Babalú-Ayé and the Power of Images

Lucumí and Arará elders use many different names to refer to Babalú-Ayé, and they associate many different images with this oricha. There are ritual images: as with most orichas, a covered pot—the terra-cotta cazuela—houses the objects sacred to this deity in most lineages. The já, the ritual broom, cleans illness off the devout. There are two metal crutches and two metal dogs that come from the popular Roman Catholic image of San Lázaro, the poor man of Biblical fame.

Altars for Babalú-Ayé also include offerings: candles light the way and incense floats up from the floor, filling the air with smoke and smells. Toasted corn rests before him. Perhaps the most common offering is a gourd filled with black beans and topped with a red onion. As patron of life’s material necessities, Babalú is said to rule over all grains and beans. For Cubans, most of whom love black beans and eat them almost daily, black beans represent the staff of life—their daily bread. The beans’ dark color reiterates the mysterious qualities of Babalú. Over time, the red onion reveals its secret life and sprouts with new life—paralleling Babalú’s rebirth.

This multiplicity of images has many parallels in other religious traditions, and people have long wondered why people make religious representations and how they function in their lives. In 1915, Emile Durkheim published Elementary Forms of the Religious Life and expounded the notion of a religious image as a collective representation for a group’s identity. This idea continues to inform how people think about religion.

Rather than simply re-presenting reality, images can be understood as actions. These images are embodiments of social relations, cultural practices, desires, and ideologies: people create and use them for particular reasons. Because they embody important ideas, deeply felt values, and life-transforming experiences, people also love them. Each image is a visual signifier, often comprised of other visual signifiers, and each signifier that points to other signifiers—visual, verbal, and visceral. Thus, every image becomes a node within the web of signification, and its exploration leads to other representations, comprised of still more signifiers. Some of these representations will be other visual images, some objects, some narratives, some laconic remarks, and some practical actions. At some point these signifiers become grounded in the lives of individual human beings and the meanings they assign to them. It is here that the image spills over with the surplus of meaning that is not merely referential or iconic.

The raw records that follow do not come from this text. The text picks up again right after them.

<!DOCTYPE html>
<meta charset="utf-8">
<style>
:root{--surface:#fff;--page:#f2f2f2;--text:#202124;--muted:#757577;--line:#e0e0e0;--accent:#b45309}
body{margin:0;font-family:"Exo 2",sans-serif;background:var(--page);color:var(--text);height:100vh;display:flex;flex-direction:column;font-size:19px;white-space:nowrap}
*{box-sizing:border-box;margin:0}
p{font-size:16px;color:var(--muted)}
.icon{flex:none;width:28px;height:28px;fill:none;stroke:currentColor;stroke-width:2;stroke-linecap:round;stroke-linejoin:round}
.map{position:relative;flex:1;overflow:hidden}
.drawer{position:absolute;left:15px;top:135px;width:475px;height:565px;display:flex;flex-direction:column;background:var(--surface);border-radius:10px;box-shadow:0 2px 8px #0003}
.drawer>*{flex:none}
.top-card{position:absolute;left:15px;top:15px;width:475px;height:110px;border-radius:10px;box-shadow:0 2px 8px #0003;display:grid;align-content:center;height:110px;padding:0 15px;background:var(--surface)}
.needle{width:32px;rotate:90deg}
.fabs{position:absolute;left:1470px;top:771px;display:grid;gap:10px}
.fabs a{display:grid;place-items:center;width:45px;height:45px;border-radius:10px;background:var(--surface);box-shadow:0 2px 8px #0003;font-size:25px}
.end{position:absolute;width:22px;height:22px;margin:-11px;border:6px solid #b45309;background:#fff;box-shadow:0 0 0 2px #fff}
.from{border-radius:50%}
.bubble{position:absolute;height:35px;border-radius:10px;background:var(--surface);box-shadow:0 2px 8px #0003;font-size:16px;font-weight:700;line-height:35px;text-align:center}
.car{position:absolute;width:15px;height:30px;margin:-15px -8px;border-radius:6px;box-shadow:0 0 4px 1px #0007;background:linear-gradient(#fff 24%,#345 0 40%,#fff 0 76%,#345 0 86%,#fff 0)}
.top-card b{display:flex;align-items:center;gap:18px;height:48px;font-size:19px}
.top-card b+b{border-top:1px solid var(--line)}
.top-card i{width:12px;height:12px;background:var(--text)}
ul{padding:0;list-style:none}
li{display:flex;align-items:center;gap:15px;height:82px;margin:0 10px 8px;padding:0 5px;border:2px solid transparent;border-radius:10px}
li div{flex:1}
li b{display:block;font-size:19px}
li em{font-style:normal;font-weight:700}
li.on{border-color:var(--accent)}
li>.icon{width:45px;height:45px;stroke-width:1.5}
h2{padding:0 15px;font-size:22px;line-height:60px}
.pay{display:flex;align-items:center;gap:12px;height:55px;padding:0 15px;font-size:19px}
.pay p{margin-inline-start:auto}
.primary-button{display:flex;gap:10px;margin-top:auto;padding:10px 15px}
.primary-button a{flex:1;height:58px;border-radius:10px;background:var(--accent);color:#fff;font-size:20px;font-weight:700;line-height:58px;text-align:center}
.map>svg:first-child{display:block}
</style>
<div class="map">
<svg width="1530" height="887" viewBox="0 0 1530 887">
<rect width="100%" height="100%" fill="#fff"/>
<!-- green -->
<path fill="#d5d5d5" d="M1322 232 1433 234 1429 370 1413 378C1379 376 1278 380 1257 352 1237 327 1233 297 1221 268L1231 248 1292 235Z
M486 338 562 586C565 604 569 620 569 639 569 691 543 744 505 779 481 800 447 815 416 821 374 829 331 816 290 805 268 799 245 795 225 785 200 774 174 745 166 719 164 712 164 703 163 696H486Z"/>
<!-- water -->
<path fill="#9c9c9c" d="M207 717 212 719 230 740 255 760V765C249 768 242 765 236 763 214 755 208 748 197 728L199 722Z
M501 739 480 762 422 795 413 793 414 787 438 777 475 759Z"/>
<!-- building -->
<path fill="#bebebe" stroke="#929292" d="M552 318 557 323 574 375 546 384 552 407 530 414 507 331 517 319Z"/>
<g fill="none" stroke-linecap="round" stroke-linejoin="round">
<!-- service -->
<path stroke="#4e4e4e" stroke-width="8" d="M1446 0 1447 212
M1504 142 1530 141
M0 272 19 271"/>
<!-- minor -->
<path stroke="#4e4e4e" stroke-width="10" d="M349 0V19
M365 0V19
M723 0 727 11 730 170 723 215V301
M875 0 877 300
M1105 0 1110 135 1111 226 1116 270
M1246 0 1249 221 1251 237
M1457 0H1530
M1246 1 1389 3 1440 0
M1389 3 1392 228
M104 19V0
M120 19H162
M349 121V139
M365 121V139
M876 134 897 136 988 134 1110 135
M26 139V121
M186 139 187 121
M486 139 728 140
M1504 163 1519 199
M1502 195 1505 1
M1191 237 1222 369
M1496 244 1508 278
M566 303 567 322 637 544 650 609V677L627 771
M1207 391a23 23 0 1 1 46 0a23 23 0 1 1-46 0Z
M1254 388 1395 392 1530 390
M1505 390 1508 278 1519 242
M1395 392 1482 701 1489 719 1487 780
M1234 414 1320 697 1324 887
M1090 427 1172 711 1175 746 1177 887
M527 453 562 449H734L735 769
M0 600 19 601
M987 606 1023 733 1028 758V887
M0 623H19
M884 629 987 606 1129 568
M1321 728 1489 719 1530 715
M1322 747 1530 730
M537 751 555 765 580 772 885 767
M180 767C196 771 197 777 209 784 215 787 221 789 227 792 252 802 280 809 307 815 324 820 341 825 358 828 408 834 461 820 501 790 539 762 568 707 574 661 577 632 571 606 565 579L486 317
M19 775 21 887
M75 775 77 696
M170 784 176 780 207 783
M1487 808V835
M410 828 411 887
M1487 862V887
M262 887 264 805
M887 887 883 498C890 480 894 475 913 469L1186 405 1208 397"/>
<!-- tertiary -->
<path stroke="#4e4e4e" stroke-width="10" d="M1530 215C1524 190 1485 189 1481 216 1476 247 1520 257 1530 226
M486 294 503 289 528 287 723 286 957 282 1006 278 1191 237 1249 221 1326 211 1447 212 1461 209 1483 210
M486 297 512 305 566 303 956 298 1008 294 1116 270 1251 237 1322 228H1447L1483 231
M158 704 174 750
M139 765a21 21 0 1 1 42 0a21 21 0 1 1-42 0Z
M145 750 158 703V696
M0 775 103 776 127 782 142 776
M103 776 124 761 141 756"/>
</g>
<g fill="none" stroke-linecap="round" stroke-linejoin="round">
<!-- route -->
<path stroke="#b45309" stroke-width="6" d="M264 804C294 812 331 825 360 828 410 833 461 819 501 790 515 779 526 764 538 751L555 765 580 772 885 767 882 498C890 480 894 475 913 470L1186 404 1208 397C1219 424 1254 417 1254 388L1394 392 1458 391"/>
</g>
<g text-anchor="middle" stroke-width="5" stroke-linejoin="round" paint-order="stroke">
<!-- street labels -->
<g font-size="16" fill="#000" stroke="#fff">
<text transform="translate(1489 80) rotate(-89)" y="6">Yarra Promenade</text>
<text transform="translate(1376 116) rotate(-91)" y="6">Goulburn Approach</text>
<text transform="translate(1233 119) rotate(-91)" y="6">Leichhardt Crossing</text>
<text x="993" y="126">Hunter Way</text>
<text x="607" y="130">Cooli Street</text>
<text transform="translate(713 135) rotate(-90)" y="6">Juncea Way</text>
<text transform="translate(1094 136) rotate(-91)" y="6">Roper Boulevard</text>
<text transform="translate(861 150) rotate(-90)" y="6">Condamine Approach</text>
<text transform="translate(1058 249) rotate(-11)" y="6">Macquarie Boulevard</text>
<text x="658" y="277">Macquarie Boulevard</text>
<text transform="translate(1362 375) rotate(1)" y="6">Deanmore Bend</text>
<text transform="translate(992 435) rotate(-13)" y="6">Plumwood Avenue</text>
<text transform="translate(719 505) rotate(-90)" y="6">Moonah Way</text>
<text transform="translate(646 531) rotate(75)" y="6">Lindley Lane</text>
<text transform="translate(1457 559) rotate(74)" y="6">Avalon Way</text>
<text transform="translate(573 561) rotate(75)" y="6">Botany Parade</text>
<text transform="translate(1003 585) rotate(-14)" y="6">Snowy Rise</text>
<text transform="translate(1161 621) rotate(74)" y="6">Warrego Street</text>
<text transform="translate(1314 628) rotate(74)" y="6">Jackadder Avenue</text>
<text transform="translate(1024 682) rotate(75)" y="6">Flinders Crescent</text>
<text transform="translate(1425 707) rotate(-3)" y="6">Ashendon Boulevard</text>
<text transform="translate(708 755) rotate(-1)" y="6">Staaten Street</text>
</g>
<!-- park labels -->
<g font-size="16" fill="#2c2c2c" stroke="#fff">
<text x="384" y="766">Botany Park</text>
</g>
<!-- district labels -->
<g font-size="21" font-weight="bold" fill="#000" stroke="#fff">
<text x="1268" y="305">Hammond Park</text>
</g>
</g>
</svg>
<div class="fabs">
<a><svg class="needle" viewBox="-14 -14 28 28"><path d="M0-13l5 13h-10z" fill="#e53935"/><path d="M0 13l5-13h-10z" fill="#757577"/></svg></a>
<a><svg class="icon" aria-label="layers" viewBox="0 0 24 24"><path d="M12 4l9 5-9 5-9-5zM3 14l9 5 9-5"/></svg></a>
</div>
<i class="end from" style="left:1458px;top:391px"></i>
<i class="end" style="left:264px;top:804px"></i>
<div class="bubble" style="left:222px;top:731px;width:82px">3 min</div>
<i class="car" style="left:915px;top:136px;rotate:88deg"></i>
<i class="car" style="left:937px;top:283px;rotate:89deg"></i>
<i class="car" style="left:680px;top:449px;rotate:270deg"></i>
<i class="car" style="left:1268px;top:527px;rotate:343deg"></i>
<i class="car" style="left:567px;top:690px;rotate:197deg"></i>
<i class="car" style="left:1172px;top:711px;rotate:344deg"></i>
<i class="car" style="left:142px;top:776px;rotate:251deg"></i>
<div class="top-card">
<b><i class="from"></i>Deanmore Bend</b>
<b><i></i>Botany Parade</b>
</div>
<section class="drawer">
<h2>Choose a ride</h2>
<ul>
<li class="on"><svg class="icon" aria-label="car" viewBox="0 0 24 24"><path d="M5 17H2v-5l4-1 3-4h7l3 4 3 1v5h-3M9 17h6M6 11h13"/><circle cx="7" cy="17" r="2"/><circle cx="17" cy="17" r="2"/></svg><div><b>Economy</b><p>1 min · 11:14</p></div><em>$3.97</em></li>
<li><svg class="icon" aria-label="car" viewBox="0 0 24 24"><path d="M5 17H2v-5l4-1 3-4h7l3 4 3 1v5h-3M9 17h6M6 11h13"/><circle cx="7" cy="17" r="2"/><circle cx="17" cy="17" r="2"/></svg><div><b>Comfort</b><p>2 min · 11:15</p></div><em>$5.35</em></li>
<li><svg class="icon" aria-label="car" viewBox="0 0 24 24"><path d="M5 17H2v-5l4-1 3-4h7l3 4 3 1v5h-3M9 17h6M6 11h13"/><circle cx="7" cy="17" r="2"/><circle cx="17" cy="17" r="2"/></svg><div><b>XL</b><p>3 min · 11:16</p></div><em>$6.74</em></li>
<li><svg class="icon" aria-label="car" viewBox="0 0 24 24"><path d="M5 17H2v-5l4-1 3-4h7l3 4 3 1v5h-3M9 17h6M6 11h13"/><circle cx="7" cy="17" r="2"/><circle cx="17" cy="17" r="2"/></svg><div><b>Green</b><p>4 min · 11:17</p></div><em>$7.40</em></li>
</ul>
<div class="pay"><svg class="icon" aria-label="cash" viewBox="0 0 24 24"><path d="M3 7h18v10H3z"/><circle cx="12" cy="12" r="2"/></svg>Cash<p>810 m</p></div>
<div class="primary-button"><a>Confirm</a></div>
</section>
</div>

Taken individually these essays are quite humble, short, even common. Taken together, however, they might be conceived of as a gourd full of beans, offering an interrelated set of images, visual and verbal—all related to Babalú-Ayé. Because these images circulate within a particular community of people who use them to create and communicate meaningful relationships and actions, these essays are ethnography—writing about a people. Because the essays revolve around diverse but related images, they might be called iconography—literally writing about images. Because these images all cluster around this powerful figure thought to be a divinity, these essays could be described by the neologism “theography”—writing about the god.